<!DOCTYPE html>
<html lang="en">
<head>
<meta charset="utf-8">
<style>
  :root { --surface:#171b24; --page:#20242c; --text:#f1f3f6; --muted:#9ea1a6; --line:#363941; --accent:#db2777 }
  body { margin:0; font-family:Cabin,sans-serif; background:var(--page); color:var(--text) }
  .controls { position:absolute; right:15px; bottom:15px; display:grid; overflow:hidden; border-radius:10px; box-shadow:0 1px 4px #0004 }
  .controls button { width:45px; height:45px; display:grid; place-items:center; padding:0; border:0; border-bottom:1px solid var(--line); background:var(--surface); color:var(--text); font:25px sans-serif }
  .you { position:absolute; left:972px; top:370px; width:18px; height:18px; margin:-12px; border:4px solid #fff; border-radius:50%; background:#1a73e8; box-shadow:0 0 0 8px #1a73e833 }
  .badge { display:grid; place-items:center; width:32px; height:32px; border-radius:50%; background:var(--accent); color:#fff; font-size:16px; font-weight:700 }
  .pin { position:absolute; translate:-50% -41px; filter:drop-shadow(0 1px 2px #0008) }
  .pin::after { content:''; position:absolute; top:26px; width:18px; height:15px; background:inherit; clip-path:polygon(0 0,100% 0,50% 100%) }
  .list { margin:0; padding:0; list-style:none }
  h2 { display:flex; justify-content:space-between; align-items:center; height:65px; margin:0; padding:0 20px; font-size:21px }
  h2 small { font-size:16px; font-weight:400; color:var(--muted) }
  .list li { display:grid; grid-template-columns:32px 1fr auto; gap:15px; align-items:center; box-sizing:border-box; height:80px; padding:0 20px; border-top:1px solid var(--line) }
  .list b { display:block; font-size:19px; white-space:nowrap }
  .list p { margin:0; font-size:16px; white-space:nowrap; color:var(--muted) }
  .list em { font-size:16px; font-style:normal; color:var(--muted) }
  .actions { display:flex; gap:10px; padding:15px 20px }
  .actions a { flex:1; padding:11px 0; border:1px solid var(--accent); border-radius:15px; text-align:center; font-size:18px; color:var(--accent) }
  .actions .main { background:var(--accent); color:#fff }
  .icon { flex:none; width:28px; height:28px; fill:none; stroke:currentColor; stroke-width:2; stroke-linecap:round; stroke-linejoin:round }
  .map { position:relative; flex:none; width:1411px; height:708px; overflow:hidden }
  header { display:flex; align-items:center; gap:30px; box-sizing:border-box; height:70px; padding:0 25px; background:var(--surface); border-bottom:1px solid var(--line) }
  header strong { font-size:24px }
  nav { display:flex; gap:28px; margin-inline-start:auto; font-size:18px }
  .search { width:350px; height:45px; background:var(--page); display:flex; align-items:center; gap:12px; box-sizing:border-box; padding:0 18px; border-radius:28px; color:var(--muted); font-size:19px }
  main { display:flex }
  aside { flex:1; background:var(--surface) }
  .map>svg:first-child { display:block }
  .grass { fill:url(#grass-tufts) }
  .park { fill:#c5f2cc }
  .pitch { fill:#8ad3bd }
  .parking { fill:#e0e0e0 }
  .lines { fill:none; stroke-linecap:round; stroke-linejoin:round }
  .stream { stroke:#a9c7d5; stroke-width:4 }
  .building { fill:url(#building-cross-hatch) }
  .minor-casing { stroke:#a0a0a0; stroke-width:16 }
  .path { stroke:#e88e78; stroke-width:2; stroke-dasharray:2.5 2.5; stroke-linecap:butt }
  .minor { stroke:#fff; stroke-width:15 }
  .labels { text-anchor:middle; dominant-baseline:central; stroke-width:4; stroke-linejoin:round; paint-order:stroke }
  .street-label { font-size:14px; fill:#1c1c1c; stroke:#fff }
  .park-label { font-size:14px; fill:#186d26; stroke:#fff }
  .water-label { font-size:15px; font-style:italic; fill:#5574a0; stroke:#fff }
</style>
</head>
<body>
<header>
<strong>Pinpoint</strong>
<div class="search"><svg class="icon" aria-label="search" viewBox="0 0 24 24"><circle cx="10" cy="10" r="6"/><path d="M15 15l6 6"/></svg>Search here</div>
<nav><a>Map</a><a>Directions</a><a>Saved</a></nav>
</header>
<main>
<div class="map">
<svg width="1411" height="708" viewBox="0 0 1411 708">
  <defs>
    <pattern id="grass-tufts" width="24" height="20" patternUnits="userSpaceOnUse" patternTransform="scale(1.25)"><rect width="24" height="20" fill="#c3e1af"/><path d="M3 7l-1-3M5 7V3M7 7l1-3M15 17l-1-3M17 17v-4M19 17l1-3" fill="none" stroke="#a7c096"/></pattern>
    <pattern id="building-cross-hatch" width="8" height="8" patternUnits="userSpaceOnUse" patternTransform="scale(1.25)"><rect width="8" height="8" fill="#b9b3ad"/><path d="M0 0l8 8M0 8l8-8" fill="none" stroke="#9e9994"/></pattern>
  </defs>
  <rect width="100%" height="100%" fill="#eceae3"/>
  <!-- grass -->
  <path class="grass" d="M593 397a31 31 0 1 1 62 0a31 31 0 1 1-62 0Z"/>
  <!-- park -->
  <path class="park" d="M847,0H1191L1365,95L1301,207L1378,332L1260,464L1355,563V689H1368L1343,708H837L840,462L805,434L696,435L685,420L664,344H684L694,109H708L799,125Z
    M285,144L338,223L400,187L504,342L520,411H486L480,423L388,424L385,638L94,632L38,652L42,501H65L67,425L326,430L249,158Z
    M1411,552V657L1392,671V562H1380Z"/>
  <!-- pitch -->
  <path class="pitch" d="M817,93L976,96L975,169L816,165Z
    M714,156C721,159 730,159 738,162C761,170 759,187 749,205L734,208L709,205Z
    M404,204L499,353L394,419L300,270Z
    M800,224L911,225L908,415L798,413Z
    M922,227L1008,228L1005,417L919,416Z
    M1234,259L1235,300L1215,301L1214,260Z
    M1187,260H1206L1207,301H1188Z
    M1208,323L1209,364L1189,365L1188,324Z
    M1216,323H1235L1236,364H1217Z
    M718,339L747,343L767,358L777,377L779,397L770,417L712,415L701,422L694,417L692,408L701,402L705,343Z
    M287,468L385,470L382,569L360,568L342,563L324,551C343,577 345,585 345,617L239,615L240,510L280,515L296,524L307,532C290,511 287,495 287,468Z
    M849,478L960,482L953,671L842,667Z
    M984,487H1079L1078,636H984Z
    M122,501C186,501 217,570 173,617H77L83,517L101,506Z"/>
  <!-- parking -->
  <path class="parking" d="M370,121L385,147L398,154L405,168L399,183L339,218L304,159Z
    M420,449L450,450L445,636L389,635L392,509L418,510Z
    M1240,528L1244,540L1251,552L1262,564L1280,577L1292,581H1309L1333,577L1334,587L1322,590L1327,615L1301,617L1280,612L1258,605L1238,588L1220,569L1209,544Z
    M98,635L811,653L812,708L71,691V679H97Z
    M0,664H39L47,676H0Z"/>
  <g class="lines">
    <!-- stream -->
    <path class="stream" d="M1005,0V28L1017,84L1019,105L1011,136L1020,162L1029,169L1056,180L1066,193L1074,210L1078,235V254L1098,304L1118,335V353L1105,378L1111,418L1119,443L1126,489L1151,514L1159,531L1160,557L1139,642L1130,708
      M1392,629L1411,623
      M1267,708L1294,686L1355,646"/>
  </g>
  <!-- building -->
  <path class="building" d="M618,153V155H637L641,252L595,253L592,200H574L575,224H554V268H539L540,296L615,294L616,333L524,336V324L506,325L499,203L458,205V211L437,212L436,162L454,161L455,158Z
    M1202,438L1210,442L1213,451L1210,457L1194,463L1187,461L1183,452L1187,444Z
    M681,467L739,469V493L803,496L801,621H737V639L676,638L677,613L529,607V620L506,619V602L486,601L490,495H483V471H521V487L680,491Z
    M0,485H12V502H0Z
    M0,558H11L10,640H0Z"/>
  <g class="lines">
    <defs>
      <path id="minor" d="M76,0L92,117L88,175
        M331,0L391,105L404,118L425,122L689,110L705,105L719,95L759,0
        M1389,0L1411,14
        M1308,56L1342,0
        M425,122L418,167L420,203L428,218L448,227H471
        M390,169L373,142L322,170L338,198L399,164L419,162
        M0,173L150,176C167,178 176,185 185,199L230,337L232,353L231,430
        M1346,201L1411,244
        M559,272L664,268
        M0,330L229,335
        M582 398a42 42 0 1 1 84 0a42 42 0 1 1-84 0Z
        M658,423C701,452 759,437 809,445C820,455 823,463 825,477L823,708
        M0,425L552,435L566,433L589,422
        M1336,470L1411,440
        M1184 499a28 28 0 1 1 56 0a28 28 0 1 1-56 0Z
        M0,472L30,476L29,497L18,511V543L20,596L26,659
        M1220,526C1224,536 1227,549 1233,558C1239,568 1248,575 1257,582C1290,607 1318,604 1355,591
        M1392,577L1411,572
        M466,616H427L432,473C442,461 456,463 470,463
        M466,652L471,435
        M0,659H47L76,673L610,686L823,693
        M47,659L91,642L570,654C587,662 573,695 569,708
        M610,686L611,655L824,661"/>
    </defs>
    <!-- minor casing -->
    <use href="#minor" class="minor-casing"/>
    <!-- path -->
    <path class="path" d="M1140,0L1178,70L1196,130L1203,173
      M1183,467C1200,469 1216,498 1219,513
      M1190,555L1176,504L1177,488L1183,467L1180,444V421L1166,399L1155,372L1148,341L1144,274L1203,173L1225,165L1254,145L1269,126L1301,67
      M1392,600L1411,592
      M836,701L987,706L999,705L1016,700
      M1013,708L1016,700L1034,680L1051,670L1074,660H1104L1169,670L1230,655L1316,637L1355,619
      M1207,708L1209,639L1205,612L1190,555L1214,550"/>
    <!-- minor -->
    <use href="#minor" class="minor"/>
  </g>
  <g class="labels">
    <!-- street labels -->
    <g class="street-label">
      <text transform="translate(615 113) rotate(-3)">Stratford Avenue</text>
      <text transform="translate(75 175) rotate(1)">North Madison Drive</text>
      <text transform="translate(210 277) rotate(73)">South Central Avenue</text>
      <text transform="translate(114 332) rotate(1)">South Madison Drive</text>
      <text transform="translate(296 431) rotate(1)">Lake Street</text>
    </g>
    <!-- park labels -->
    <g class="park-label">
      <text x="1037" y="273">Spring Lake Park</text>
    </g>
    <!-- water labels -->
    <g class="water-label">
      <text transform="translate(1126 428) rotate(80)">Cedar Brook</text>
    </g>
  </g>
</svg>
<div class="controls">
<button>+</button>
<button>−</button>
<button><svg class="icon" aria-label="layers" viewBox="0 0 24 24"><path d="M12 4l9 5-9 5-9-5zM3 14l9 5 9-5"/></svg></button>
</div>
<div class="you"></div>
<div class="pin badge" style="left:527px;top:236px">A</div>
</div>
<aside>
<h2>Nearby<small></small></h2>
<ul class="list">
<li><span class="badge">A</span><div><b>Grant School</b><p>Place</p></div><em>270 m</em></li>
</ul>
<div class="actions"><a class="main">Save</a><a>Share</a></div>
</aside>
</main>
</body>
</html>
*-*-*
Try it: From the listing above, output exactly the run of lines that starts with the line containing "position:absolute; translate:-50% -41px;" and ends with the line containing "margin:0; font-size:16px; white-space:nowrap;".

Output for this exercise:
  .pin { position:absolute; translate:-50% -41px; filter:drop-shadow(0 1px 2px #0008) }
  .pin::after { content:''; position:absolute; top:26px; width:18px; height:15px; background:inherit; clip-path:polygon(0 0,100% 0,50% 100%) }
  .list { margin:0; padding:0; list-style:none }
  h2 { display:flex; justify-content:space-between; align-items:center; height:65px; margin:0; padding:0 20px; font-size:21px }
  h2 small { font-size:16px; font-weight:400; color:var(--muted) }
  .list li { display:grid; grid-template-columns:32px 1fr auto; gap:15px; align-items:center; box-sizing:border-box; height:80px; padding:0 20px; border-top:1px solid var(--line) }
  .list b { display:block; font-size:19px; white-space:nowrap }
  .list p { margin:0; font-size:16px; white-space:nowrap; color:var(--muted) }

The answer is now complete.